Lastly, we’ve taken the audio from the deepfake shared earlier — reported by the New York Times, and re-created it to demonstrate how rapidly realism is improving.

Identifying 4th-generation deepfakes is only going to get harder. That said, while AI models can now place anyone in entirely imagined scenarios, they still struggle with audio realism. The voice often doesn’t completely align with the visual context—feeling inconsistent, flat, or just slightly off—especially when generating imagined characters in specific environments.
Beyond audio, subtle visual “tells” remain: watch for background inconsistencies, like mismatched lighting or inconsistent faces in a crowd, or small anatomical errors—hands, for instance, are often still imperfect.
III. So where does this leave us?
While we’ve thoughtfully implemented a moderation system that limits how our technology can be used—restricting impersonation, requiring likeness consent, and actively moderating abuse, design isn’t a catch-all.
We’ve explored technical solutions like provenance metadata and watermarking integration—and while promising, most of these systems are still limited in scope, fragile under compression, and easily stripped. Initiatives like SynthID are not really solving the problem—but rather creating a false sense of security. The public knowledge of these systems just isn’t where it needs to be for them to actually be useful.
People just aren’t looking for fake videos. In fact, most aren’t aware that fake videos even exist. As AI video grows, the biggest challenge is cultural.
We need a new kind of media literacy—one where we consider video as we do headlines. It’ll be a transition, but we do strongly believe this technology will open doors that will outweigh these potential pitfalls.
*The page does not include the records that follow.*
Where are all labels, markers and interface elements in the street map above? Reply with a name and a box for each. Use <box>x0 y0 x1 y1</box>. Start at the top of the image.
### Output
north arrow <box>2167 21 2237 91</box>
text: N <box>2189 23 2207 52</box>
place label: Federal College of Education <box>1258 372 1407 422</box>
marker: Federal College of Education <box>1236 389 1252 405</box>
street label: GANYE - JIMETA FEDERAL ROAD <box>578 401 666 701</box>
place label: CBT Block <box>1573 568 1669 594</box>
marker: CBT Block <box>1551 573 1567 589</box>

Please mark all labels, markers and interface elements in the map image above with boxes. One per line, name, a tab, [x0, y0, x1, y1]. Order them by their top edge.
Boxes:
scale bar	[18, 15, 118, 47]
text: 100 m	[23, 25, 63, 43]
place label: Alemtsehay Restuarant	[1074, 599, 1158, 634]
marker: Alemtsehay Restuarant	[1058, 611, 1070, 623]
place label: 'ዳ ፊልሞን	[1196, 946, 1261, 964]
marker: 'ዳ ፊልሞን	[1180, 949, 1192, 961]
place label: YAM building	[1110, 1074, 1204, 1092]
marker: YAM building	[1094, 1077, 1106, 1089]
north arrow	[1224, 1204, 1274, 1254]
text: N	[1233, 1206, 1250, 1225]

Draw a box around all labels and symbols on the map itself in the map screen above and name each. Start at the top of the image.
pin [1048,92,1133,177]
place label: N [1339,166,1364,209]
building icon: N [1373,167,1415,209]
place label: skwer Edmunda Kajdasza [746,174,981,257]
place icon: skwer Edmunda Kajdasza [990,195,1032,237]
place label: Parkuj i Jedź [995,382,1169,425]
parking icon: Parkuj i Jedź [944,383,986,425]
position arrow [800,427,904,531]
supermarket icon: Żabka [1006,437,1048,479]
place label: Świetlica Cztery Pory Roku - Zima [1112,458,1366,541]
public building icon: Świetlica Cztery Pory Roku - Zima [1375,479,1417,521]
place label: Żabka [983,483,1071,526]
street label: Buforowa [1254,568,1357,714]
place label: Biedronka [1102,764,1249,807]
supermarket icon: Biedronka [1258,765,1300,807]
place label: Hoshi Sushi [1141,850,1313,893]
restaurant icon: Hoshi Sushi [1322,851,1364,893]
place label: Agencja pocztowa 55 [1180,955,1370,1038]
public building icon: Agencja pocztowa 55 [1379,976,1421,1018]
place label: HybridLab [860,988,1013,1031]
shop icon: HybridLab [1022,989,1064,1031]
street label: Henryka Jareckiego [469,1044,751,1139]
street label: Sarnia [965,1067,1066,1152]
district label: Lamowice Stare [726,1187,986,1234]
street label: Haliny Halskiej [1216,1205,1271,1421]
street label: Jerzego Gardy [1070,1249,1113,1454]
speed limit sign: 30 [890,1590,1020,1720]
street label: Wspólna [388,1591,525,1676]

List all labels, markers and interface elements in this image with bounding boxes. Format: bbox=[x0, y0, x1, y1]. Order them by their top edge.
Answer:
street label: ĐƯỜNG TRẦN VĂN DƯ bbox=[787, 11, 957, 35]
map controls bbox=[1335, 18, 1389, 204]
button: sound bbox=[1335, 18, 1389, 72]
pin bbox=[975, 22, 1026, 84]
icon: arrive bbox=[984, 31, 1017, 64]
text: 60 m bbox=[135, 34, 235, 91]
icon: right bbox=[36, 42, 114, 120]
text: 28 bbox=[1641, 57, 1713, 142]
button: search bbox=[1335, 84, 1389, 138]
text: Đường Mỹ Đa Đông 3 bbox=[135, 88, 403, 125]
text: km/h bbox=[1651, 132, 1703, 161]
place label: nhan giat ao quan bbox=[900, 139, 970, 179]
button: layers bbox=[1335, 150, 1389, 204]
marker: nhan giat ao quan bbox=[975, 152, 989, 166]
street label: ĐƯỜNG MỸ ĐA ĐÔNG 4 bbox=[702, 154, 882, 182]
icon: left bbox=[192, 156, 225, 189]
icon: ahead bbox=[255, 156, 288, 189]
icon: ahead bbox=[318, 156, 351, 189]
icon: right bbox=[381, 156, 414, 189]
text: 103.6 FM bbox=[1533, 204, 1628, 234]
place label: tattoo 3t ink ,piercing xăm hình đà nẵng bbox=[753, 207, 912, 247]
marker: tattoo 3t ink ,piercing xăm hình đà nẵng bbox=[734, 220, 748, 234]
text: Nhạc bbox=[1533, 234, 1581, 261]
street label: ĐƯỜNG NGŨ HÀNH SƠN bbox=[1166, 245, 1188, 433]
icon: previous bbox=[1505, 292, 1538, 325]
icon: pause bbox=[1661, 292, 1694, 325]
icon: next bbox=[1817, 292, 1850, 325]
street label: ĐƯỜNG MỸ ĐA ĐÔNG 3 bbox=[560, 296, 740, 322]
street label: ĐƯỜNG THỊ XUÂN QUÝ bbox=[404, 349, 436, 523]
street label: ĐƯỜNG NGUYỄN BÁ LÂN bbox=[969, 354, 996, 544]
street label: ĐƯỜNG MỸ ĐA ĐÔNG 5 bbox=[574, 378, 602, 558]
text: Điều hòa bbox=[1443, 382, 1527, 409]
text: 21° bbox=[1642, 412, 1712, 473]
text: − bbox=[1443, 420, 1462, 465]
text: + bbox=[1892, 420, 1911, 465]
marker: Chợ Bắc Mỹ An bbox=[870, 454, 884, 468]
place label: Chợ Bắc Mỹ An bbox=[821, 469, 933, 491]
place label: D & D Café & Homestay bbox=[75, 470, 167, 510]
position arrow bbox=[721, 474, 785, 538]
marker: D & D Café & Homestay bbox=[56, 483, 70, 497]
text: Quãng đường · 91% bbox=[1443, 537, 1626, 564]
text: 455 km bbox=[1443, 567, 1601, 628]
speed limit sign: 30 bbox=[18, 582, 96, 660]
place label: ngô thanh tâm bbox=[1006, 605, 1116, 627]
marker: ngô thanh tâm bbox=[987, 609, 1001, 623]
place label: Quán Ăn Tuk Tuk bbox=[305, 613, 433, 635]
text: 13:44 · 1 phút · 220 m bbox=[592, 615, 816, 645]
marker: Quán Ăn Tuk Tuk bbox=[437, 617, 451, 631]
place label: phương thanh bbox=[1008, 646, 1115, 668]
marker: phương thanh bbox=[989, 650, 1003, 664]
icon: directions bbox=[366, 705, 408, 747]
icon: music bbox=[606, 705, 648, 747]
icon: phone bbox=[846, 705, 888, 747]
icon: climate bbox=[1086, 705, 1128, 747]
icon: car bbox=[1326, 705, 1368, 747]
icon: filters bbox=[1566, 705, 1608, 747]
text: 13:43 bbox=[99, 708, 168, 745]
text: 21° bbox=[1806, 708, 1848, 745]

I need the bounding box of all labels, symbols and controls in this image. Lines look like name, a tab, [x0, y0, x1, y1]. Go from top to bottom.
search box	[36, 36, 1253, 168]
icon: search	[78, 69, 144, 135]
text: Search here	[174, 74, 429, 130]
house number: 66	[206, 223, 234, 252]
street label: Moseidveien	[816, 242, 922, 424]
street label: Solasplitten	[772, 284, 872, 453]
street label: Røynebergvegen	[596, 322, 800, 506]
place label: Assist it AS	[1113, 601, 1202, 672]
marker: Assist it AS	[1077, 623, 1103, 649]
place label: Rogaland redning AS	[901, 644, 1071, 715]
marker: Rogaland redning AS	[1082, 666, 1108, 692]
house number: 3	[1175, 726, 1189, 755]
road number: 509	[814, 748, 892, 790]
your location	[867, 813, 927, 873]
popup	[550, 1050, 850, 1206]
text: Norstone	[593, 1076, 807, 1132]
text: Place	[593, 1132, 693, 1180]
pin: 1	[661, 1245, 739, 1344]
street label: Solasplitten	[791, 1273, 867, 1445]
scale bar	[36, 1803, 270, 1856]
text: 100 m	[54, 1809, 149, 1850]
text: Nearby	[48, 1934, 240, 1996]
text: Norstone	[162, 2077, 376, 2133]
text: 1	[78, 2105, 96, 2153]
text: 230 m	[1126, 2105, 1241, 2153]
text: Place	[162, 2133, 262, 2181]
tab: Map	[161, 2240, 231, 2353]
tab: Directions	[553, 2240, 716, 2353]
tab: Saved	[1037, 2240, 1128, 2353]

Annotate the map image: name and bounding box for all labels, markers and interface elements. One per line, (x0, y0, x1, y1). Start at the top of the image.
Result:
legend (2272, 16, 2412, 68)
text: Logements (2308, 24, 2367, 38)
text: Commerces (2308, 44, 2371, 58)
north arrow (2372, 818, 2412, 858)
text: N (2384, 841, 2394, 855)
Today more than ever your source matters. We’re not sure how to promote awareness other than talking about it as much as we can.
IV. Eyes open
We believe in the future of AI video. We see the good it can do—making storytelling more accessible, understanding more vivid, and production more equitable. But we also know that "anyone can say anything” is a real risk—not just a philosophical one.
We don’t take lightly the fact that AI video can be used to shape belief. But with the right structure, the right culture, and the right boundaries, we believe synthetic video can serve something deeper: a broader, more inclusive kind of communication—one that amplifies voices, not noise.